About this exercise - Please give the entries again in full and exactly, without any picture.

Saved data entries:
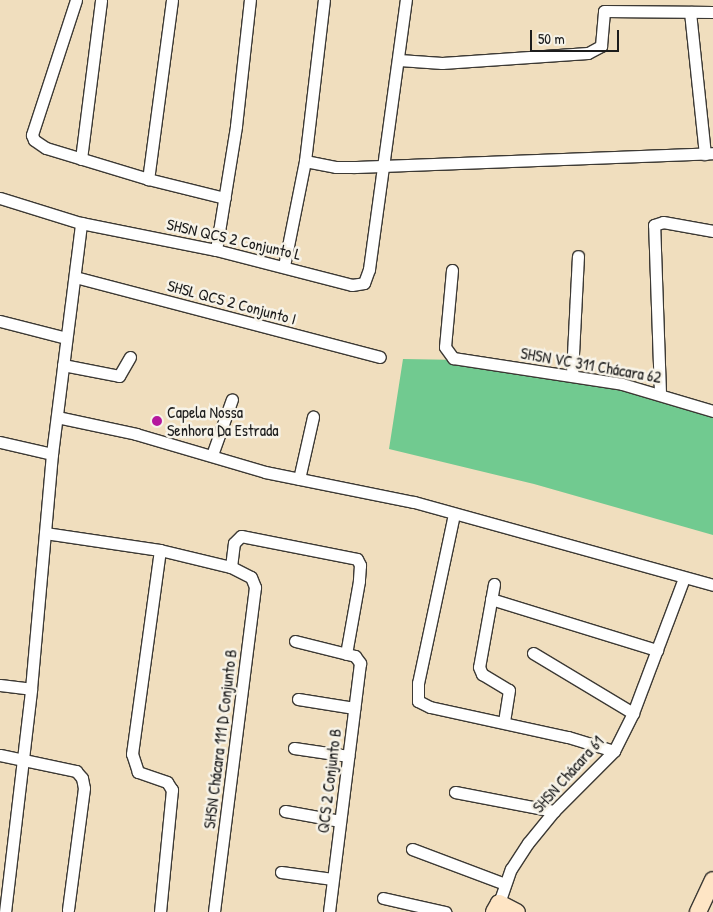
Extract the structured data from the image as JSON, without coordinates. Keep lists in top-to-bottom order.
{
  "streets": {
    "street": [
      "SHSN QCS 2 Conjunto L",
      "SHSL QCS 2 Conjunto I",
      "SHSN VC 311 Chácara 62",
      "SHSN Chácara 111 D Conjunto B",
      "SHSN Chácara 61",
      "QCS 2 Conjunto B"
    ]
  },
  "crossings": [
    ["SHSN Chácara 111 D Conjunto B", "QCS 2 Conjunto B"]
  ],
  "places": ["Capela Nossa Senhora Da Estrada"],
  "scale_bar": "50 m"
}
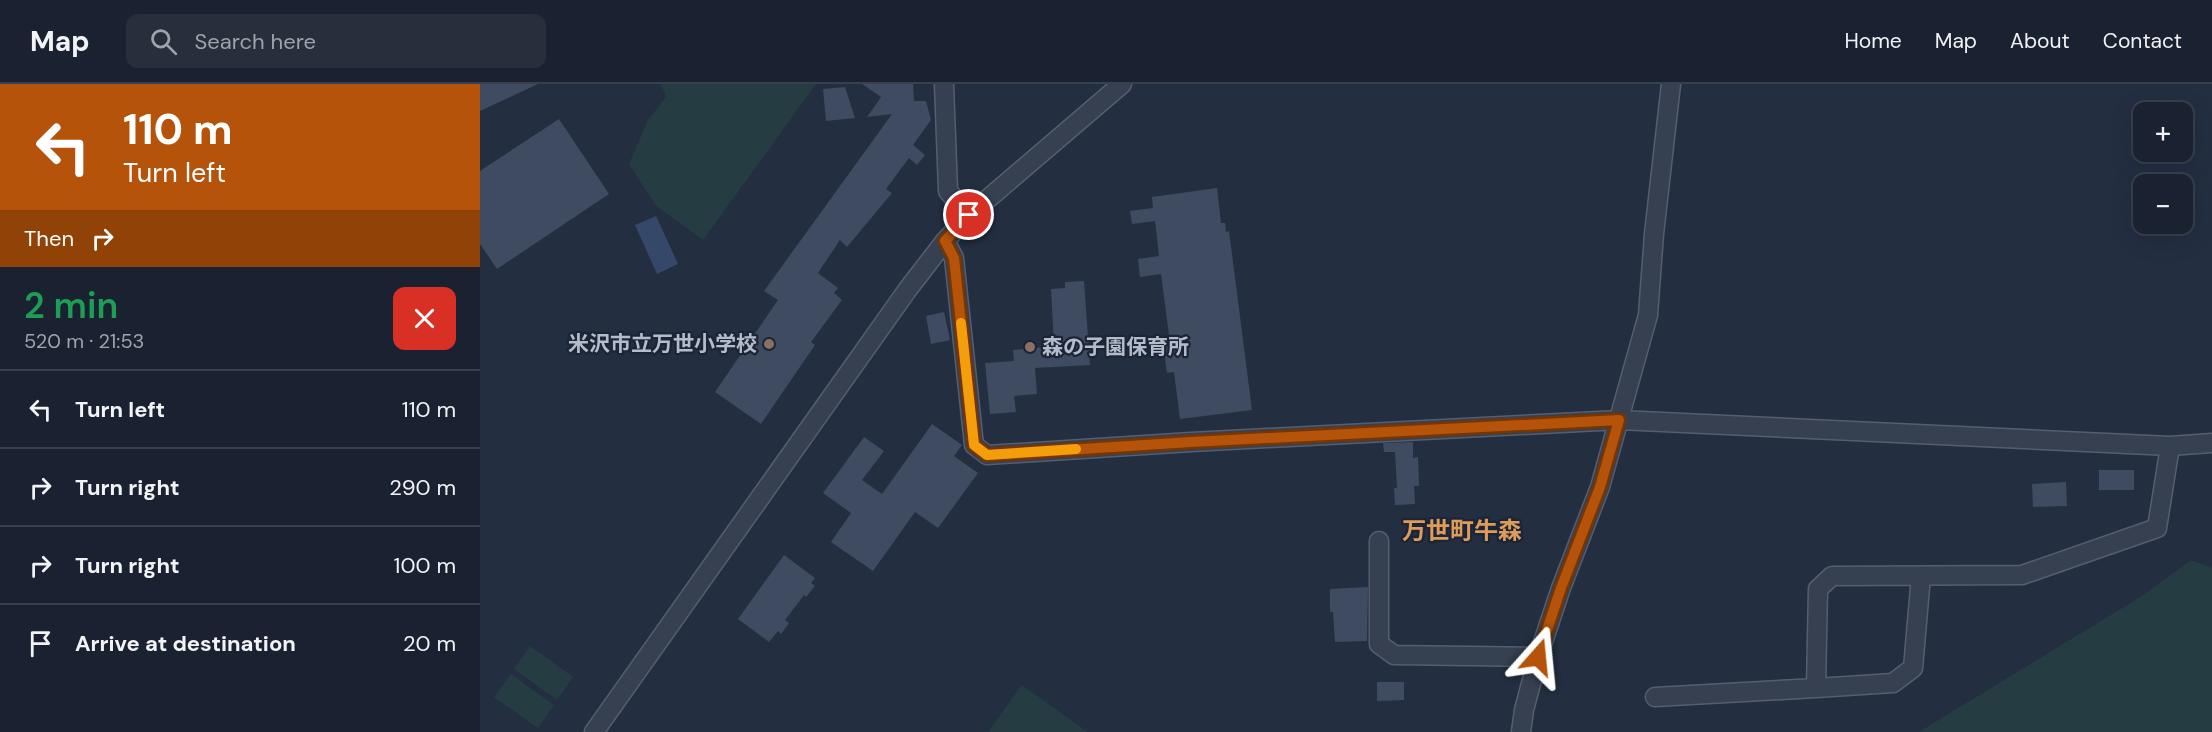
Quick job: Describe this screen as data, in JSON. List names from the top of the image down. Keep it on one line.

Answer space -
Extract the structured data from the image as JSON, without coordinates. Keep lists in top-to-bottom order.
{
  "streets": {
    "street": [
      "SHSN QCS 2 Conjunto L",
      "SHSL QCS 2 Conjunto I",
      "SHSN VC 311 Chácara 62",
      "SHSN Chácara 111 D Conjunto B",
      "SHSN Chácara 61",
      "QCS 2 Conjunto B"
    ]
  },
  "crossings": [
    ["SHSN Chácara 111 D Conjunto B", "QCS 2 Conjunto B"]
  ],
  "places": ["Capela Nossa Senhora Da Estrada"],
  "scale_bar": "50 m"
}
Quick job: Describe this screen as data, in JSON. List names from the top of the image down. Keep it on one line.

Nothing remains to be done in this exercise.